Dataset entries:
--- START ---
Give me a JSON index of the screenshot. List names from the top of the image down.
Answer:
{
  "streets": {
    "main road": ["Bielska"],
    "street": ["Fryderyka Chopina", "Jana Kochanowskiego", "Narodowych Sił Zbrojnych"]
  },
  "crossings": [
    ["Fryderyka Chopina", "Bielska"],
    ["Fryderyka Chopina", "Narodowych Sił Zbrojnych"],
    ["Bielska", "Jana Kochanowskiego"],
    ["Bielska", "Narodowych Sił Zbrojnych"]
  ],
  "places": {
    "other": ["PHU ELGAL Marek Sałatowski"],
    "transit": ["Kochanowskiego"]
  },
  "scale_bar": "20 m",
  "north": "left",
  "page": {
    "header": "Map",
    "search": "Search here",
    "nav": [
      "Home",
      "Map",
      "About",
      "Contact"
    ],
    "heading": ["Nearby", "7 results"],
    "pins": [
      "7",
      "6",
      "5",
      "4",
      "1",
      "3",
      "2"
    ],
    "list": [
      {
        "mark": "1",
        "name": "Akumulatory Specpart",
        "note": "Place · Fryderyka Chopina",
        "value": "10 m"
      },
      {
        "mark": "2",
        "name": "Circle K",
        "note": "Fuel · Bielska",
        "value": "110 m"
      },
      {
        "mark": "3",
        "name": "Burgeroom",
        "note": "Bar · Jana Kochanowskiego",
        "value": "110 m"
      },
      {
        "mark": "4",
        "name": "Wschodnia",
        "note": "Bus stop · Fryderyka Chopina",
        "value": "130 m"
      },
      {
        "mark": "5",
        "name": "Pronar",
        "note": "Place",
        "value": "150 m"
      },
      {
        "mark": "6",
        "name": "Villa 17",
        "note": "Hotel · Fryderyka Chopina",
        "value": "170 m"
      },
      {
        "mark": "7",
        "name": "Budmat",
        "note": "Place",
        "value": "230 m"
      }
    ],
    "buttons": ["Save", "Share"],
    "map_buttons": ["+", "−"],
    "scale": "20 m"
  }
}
--- END ---
• [TASK BRIEF] Which lines of the data include the string "mark"? Copy each of them.

• [EXPECTED ANSWER]
        "mark": "1",
        "mark": "2",
        "mark": "3",
        "mark": "4",
        "mark": "5",
        "mark": "6",
        "mark": "7",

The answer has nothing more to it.